• EXERCISE AIM: Without pictures, retype the following entries exactly.

• SUPPLIED ENTRIES:
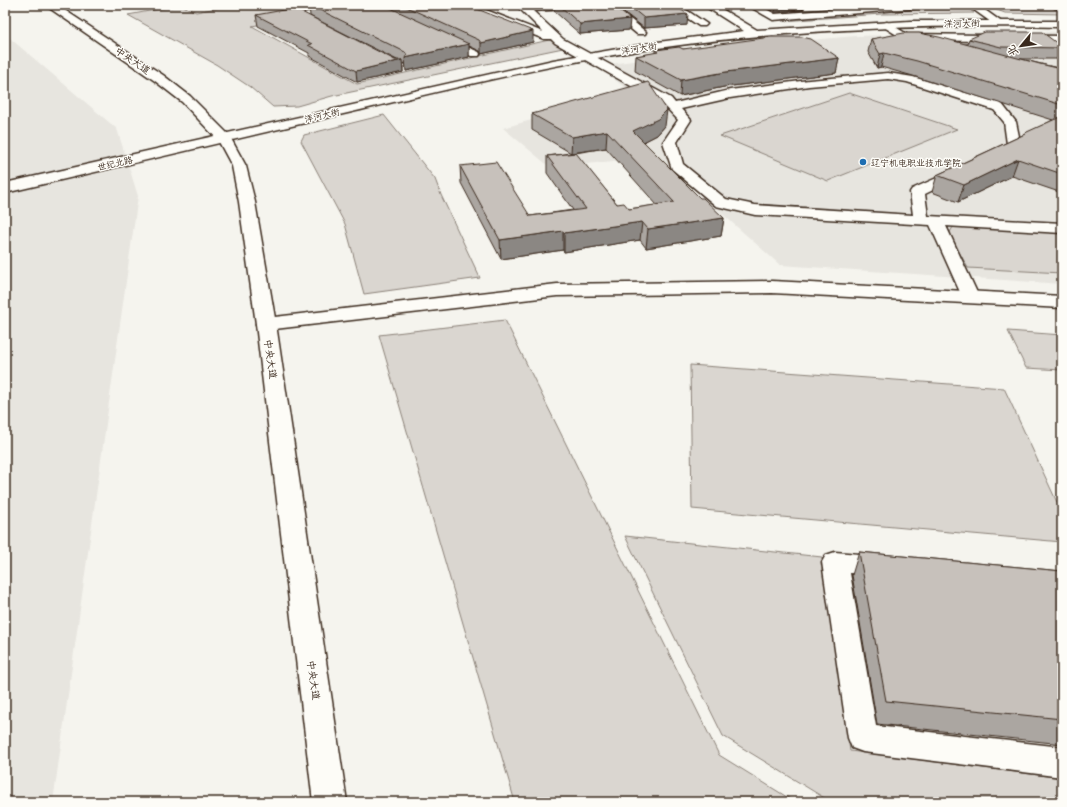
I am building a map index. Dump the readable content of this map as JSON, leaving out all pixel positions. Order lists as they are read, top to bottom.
{
  "streets": {
    "street": ["洋河大街", "中央大道", "世纪北路"]
  },
  "crossings": [
    ["洋河大街", "中央大道"],
    ["洋河大街", "世纪北路"],
    ["中央大道", "世纪北路"]
  ],
  "places": ["辽宁机电职业技术学院"],
  "north": "bottom left"
}
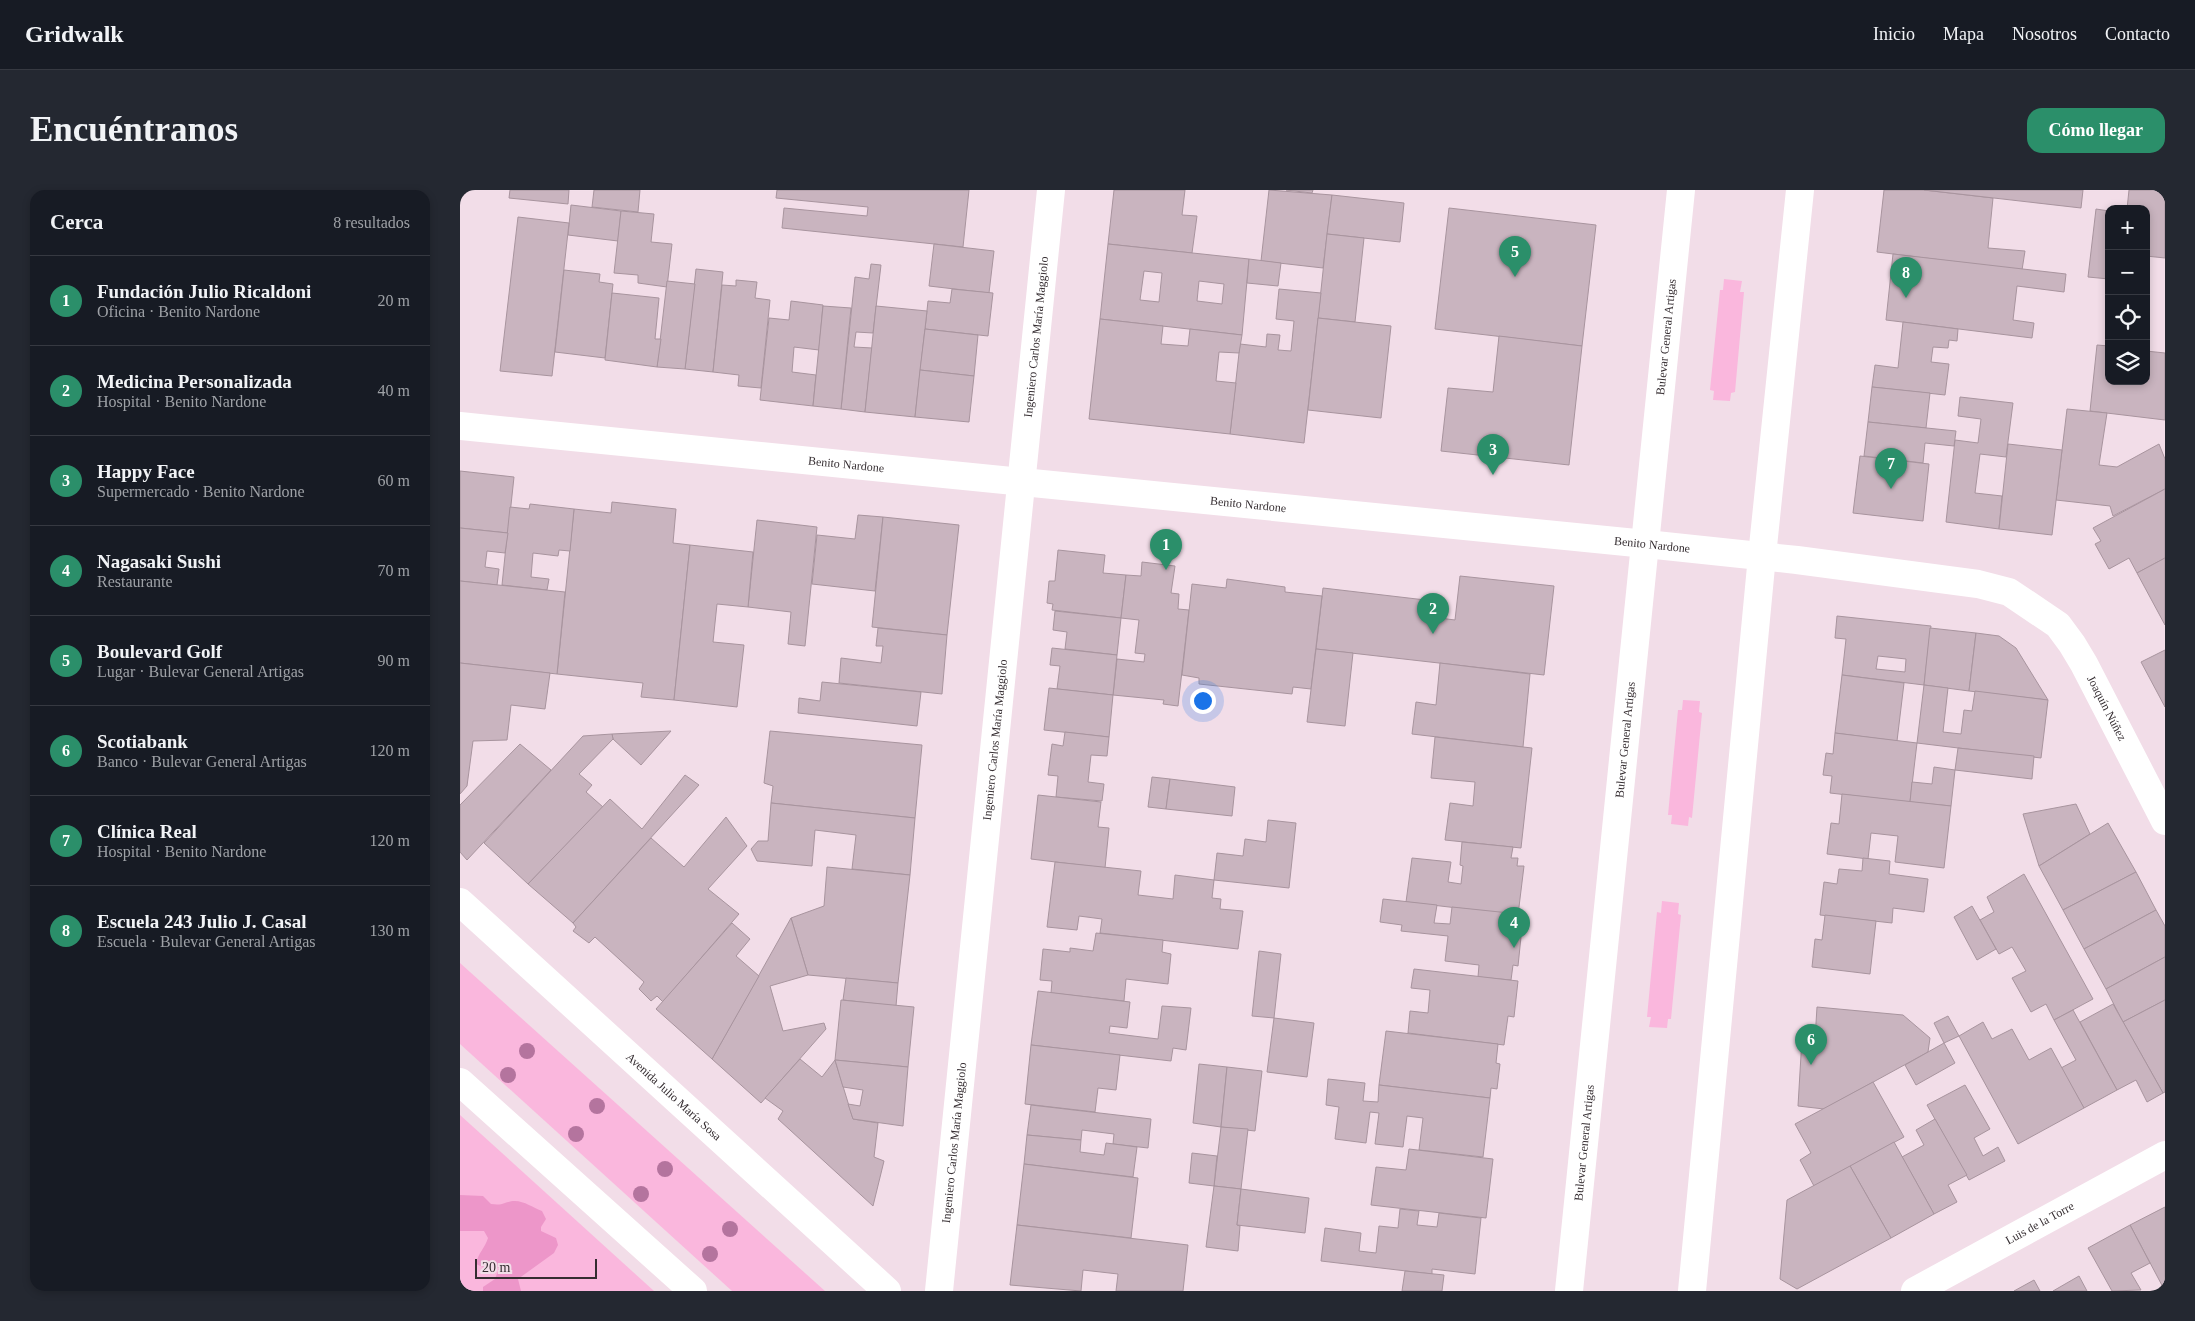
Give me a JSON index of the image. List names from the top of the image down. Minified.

• YOUR SOLUTION:
I am building a map index. Dump the readable content of this map as JSON, leaving out all pixel positions. Order lists as they are read, top to bottom.
{
  "streets": {
    "street": ["洋河大街", "中央大道", "世纪北路"]
  },
  "crossings": [
    ["洋河大街", "中央大道"],
    ["洋河大街", "世纪北路"],
    ["中央大道", "世纪北路"]
  ],
  "places": ["辽宁机电职业技术学院"],
  "north": "bottom left"
}
Give me a JSON index of the image. List names from the top of the image down. Minified.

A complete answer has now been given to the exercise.